論文Abstract100本ノック#14 - 十の並列した脳

前回↓

ryosuke-okubo.hatenablog.com

66 CTC（2006）

f:id:ryosuke_okubo:20191018201048p:plain

原文：

Connectionist temporal classification: labelling unsegmented sequence data with recurrent neural networks

Abstract：

Many real-world sequence learning tasks require the prediction of sequences of labels from noisy, unsegmented input data.

訳：

多くの実際のシーケンス学習タスクではノイズのあるセグメント化されていない入力データからラベルのシーケンスを予測する必要がある。

In speech recognition, for example, an acoustic signal is transcribed into words or sub-word units.

語彙：

acoustic

sub-word

訳：

たとえば音声認識では，音響信号は単語または部分語単位に転写される。

Recurrent neural networks (RNNs) are powerful sequence learners that would seem well suited to such tasks.

訳：

RNNはこのようなタスクに適していると思われる強力なシーケンス学習器である。

However, because they require pre-segmented training data, and post-processing to transform their outputs into label sequences, their applicability has so far been limited.

語彙：

so far

訳：

ただし，事前にセグメント化された学習データと，出力をラベルシーケンスに変換する後処理が必要なため，これまでのところその適用性は制限されていた。

This paper presents a novel method for training RNNs to label un-segmented sequences directly, thereby solving both problems.

語彙：

thereby

訳：

本論文ではセグメント化されていないシーケンスに直接ラベル付けするRNNを学習し，それによって両方の問題を解決する新しい方法を提示する。

An experiment on the TIMIT speech corpus demonstrates its advantages over both a baseline HMM and a hybrid HMM-RNN.

訳：

TIMITのスピーチコーパスの実験によってbaseline HMMとhybrid HMM-RNNの両方に対する利点を示される。

67 WaveNet（2016）

f:id:ryosuke_okubo:20191018201117p:plain

原文：

WaveNet: A Generative Model for Raw Audio

Abstract：

This paper introduces WaveNet, a deep neural network for generating raw audio waveforms.

語彙：

waveforms

訳：

本論文では，未加工のオーディオ波形を生成するためのDNNであるWaveNetを紹介する。

The model is fully probabilistic and autoregressive, with the predictive distribution for each audio sample conditioned on all previous ones;

nonetheless we show that it can be efficiently trained on data with tens of thousands of samples per second of audio.

訳：

このモデルは完全に確率的で自己回帰的であり，各オーディオサンプルの予測分布は以前のすべてのサンプルを条件としている；

それにもかかわらず1秒あたり数万サンプルのオーディオでデータを効率的に学習できることを示す。

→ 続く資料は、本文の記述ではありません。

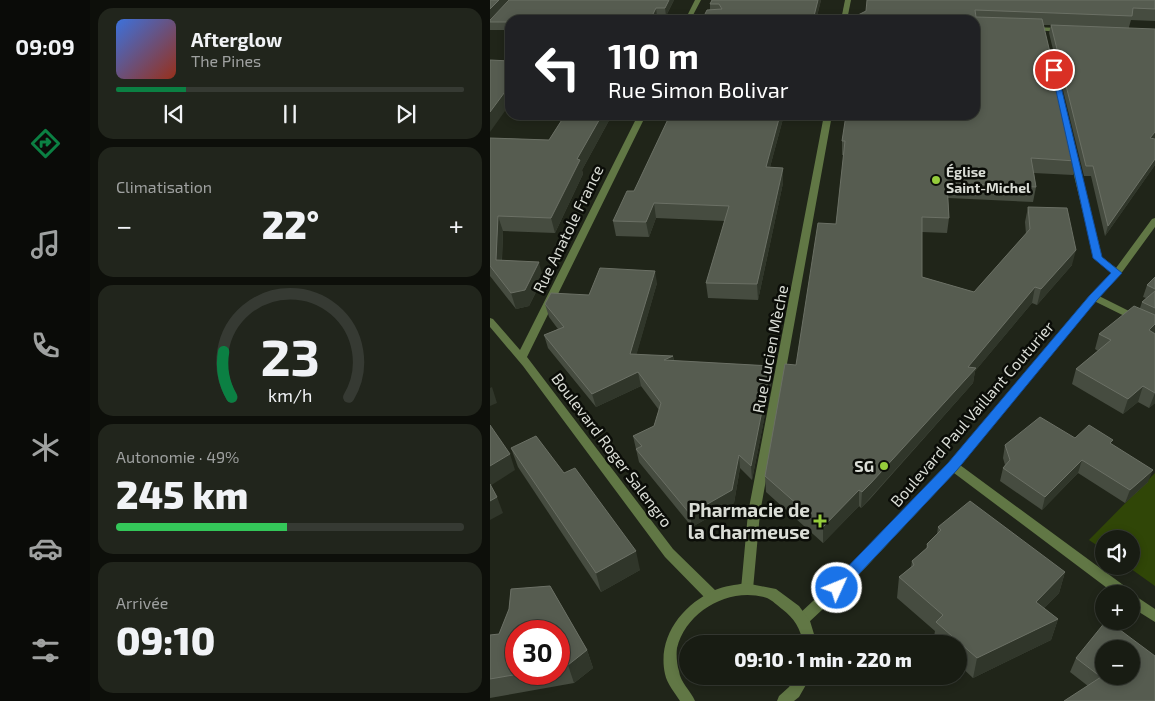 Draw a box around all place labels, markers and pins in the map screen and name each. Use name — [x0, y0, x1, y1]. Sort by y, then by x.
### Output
pin — [1033, 49, 1075, 91]
place label: Église Saint-Michel — [946, 163, 1031, 196]
marker: Église Saint-Michel — [930, 174, 942, 186]
place label: SG — [854, 456, 874, 475]
marker: SG — [878, 460, 890, 472]
place label: Pharmacie de la Charmeuse — [688, 498, 810, 543]
marker: Pharmacie de la Charmeuse — [814, 515, 826, 527] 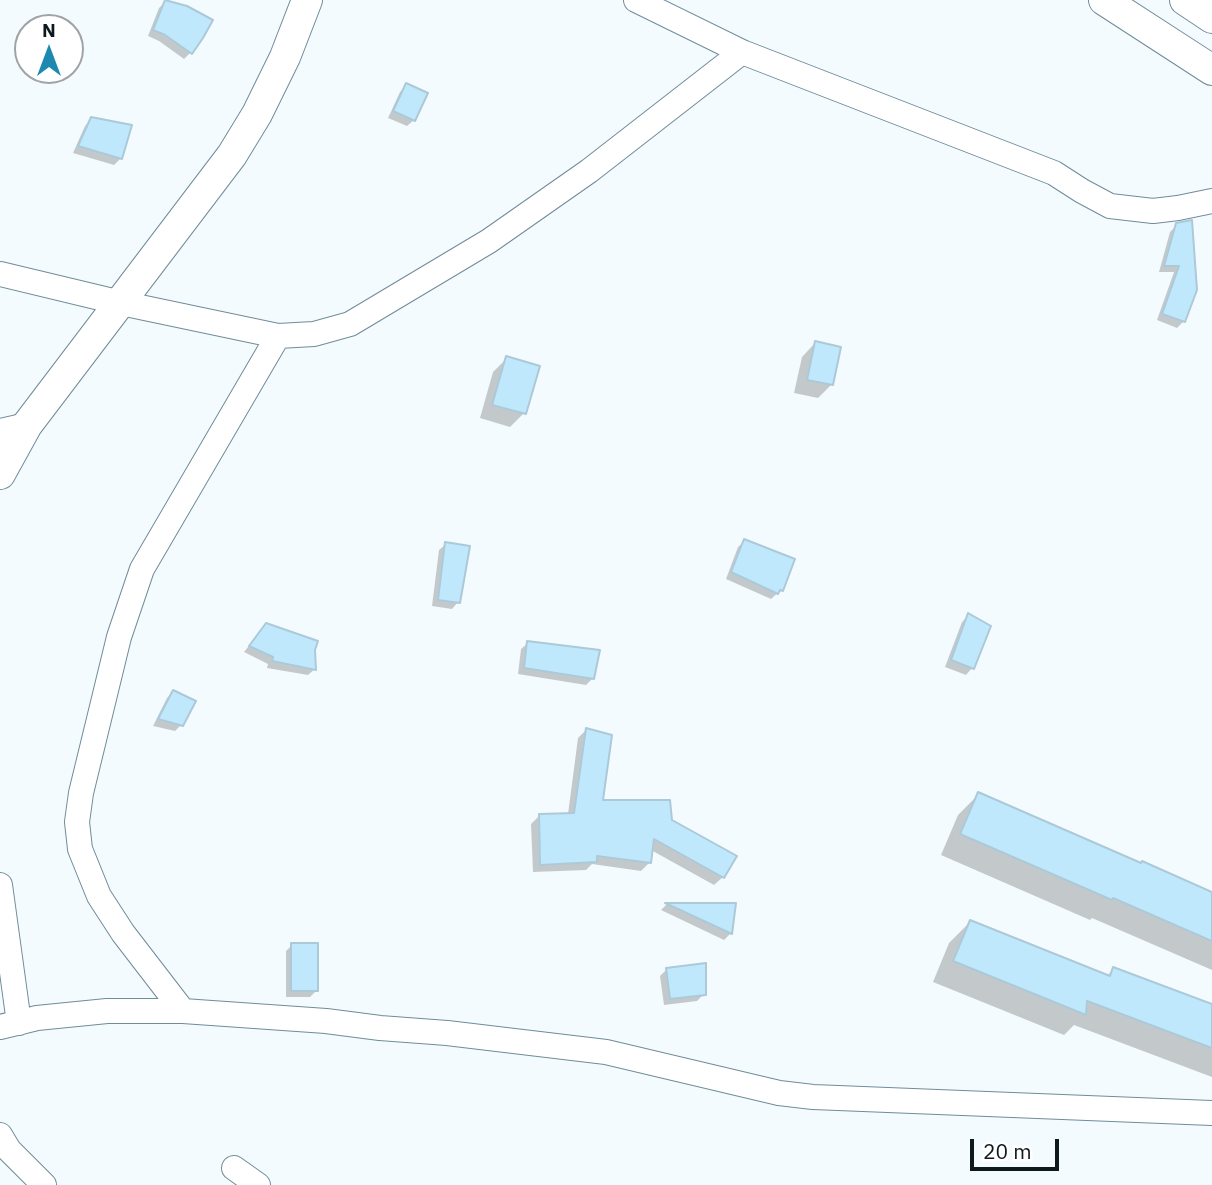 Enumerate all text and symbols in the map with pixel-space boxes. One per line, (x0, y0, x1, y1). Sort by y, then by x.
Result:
north arrow (14, 14, 84, 84)
text: N (42, 18, 56, 42)
scale bar (974, 1126, 1063, 1170)
text: 20 m (983, 1137, 1032, 1165)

When applied to text-to-speech, it yields state-of-the-art performance, with human listeners rating it as significantly more natural sounding than the best parametric and concatenative systems for both English and Mandarin.

語彙：

concatenative

Mandarin

訳：

テキスト読み上げに適用したとき，最新のパフォーマンスが得られる，人間のリスナーは英語とMandarinの両方で最高のパラメトリックおよび連結システムよりもはるかに自然な音として評価する。

A single WaveNet can capture the characteristics of many different speakers with equal fidelity, and can switch between them by conditioning on the speaker identity.

訳：

1つのWaveNetは多くの異なるスピーカーの特性を同等の忠実度でキャプチャし，スピーカーIDを調整することでそれらを切り替えることができる。

When trained to model music, we find that it generates novel and often highly realistic musical fragments.

訳：

音楽をモデル化する学習を受けたとき，それは斬新でしばしば非常に現実的な音楽断片を生成することがわかる。

We also show that it can be employed as a discriminative model, returning promising results for phoneme recognition.

語彙：

phoneme

訳：

また音素認識の有望な結果を返す識別モデルとして使用できることを示す。

68 Parallel WaveNet（2017）

f:id:ryosuke_okubo:20191018201148p:plain

原文：

Parallel WaveNet: Fast High-Fidelity Speech Synthesis

Abstract：

The recently-developed WaveNet architecture is the current state of the art in realistic speech synthesis, consistently rated as more natural sounding for many different languages than any previous system.

訳：

最近開発されたWaveNetアーキテクチャは現実的な音声合成の最新技術であり，以前のどのシステムよりも多くの異なる言語でより自然な音として一貫して評価されている。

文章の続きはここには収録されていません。